TASK STATEMENT: Every line in the data below that holds "interface" should be found and copied.

EXERCISE MATERIAL:
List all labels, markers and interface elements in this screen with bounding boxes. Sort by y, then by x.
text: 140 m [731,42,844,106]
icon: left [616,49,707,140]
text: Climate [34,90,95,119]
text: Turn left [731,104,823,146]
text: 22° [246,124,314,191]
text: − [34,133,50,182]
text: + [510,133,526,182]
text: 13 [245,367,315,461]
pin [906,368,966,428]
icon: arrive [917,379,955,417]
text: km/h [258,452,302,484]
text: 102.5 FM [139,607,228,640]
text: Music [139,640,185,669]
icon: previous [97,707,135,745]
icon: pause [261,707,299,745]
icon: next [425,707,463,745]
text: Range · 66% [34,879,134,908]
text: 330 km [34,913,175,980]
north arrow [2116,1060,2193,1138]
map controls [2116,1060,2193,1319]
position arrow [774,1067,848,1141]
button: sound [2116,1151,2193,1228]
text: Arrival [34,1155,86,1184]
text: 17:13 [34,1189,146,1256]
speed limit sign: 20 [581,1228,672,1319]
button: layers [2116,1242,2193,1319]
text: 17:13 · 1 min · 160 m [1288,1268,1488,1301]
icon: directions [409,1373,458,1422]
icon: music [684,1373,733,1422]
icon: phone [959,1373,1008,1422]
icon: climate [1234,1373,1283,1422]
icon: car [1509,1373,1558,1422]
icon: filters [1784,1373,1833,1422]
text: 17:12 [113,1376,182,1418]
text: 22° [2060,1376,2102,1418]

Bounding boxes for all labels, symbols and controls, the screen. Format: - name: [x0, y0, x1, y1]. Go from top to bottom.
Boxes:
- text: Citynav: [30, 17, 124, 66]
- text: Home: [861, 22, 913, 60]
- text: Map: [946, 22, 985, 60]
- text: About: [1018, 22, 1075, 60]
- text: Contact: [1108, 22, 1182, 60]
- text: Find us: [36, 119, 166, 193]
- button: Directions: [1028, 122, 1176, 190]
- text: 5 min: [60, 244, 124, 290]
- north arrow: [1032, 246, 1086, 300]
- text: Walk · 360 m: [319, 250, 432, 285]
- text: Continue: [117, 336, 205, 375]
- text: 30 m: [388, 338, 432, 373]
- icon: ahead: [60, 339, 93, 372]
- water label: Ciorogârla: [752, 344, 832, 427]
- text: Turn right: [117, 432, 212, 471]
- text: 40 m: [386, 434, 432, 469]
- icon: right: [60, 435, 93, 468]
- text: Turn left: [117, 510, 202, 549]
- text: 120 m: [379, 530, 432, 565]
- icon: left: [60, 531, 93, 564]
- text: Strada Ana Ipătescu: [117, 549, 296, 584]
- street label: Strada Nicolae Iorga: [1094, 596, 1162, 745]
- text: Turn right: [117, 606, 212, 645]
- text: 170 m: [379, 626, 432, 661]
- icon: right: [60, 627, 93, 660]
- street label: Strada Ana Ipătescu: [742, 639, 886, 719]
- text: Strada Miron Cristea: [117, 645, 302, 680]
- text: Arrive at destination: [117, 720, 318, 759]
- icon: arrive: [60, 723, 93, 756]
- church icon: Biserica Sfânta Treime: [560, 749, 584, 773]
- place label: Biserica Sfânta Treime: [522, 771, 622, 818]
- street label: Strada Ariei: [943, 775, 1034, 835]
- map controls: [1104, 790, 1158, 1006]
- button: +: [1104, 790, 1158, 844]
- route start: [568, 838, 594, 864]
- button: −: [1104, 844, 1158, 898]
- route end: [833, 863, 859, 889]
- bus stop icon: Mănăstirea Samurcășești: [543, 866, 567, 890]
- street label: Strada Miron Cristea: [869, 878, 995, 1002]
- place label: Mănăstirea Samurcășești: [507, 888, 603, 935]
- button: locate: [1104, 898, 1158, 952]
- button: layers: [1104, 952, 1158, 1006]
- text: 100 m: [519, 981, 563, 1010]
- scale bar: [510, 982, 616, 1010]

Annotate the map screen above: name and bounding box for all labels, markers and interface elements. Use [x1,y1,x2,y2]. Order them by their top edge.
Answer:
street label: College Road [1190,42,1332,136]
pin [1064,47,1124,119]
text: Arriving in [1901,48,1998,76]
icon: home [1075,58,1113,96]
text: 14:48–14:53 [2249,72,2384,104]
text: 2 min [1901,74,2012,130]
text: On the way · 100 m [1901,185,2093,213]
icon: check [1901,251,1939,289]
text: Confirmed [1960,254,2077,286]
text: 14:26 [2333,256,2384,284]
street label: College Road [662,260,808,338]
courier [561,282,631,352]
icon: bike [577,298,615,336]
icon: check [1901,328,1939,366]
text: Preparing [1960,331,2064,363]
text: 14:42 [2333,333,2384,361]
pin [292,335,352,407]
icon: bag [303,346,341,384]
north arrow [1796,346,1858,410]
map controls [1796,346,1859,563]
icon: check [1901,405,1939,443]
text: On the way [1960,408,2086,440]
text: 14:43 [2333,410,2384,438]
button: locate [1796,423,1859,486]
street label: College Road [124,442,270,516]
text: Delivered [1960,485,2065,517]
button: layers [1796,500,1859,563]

RESULT FOR THIS EXERCISE:
List all labels, markers and interface elements in this screen with bounding boxes. Sort by y, then by x.
Annotate the map screen above: name and bounding box for all labels, markers and interface elements. Use [x1,y1,x2,y2]. Order them by their top edge.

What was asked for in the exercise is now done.